■ Material provided
********************
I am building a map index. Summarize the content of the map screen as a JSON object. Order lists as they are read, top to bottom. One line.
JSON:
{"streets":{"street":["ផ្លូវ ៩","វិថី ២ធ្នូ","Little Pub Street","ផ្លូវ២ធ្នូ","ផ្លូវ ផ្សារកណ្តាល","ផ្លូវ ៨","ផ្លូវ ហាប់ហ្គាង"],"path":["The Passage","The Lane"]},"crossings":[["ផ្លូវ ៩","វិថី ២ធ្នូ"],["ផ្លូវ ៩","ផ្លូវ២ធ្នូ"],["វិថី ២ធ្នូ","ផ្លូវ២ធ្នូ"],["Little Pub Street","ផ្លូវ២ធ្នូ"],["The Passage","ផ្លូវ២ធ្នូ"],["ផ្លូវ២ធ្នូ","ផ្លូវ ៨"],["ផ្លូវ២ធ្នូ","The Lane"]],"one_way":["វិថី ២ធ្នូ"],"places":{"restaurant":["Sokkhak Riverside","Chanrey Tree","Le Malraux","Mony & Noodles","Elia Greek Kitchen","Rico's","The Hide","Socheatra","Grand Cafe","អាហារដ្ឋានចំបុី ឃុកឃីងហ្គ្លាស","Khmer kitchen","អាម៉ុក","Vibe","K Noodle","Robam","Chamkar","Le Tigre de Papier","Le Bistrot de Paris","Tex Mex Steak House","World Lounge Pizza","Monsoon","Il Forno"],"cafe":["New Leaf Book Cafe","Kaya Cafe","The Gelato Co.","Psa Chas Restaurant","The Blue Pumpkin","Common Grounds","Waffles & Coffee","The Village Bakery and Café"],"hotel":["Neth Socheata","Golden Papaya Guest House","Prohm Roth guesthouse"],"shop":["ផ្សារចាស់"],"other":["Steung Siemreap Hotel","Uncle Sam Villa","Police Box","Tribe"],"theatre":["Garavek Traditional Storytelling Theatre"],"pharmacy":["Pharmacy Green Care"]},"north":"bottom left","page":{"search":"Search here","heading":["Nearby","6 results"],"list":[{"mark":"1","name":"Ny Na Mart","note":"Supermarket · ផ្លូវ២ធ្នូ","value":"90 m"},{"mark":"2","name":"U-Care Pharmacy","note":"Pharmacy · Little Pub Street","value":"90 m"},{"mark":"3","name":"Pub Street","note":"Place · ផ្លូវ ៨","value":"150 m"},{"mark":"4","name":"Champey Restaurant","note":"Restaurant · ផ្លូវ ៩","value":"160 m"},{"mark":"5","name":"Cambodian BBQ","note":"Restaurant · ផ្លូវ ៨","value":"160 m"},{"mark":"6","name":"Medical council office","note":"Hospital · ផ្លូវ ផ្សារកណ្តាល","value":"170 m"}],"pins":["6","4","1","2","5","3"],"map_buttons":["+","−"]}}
********************
■ Problem description
With the material above as the source, restate each line word for word.

■ Reply to the task
I am building a map index. Summarize the content of the map screen as a JSON object. Order lists as they are read, top to bottom. One line.
JSON:
{"streets":{"street":["ផ្លូវ ៩","វិថី ២ធ្នូ","Little Pub Street","ផ្លូវ២ធ្នូ","ផ្លូវ ផ្សារកណ្តាល","ផ្លូវ ៨","ផ្លូវ ហាប់ហ្គាង"],"path":["The Passage","The Lane"]},"crossings":[["ផ្លូវ ៩","វិថី ២ធ្នូ"],["ផ្លូវ ៩","ផ្លូវ២ធ្នូ"],["វិថី ២ធ្នូ","ផ្លូវ២ធ្នូ"],["Little Pub Street","ផ្លូវ២ធ្នូ"],["The Passage","ផ្លូវ២ធ្នូ"],["ផ្លូវ២ធ្នូ","ផ្លូវ ៨"],["ផ្លូវ២ធ្នូ","The Lane"]],"one_way":["វិថី ២ធ្នូ"],"places":{"restaurant":["Sokkhak Riverside","Chanrey Tree","Le Malraux","Mony & Noodles","Elia Greek Kitchen","Rico's","The Hide","Socheatra","Grand Cafe","អាហារដ្ឋានចំបុី ឃុកឃីងហ្គ្លាស","Khmer kitchen","អាម៉ុក","Vibe","K Noodle","Robam","Chamkar","Le Tigre de Papier","Le Bistrot de Paris","Tex Mex Steak House","World Lounge Pizza","Monsoon","Il Forno"],"cafe":["New Leaf Book Cafe","Kaya Cafe","The Gelato Co.","Psa Chas Restaurant","The Blue Pumpkin","Common Grounds","Waffles & Coffee","The Village Bakery and Café"],"hotel":["Neth Socheata","Golden Papaya Guest House","Prohm Roth guesthouse"],"shop":["ផ្សារចាស់"],"other":["Steung Siemreap Hotel","Uncle Sam Villa","Police Box","Tribe"],"theatre":["Garavek Traditional Storytelling Theatre"],"pharmacy":["Pharmacy Green Care"]},"north":"bottom left","page":{"search":"Search here","heading":["Nearby","6 results"],"list":[{"mark":"1","name":"Ny Na Mart","note":"Supermarket · ផ្លូវ២ធ្នូ","value":"90 m"},{"mark":"2","name":"U-Care Pharmacy","note":"Pharmacy · Little Pub Street","value":"90 m"},{"mark":"3","name":"Pub Street","note":"Place · ផ្លូវ ៨","value":"150 m"},{"mark":"4","name":"Champey Restaurant","note":"Restaurant · ផ្លូវ ៩","value":"160 m"},{"mark":"5","name":"Cambodian BBQ","note":"Restaurant · ផ្លូវ ៨","value":"160 m"},{"mark":"6","name":"Medical council office","note":"Hospital · ផ្លូវ ផ្សារកណ្តាល","value":"170 m"}],"pins":["6","4","1","2","5","3"],"map_buttons":["+","−"]}}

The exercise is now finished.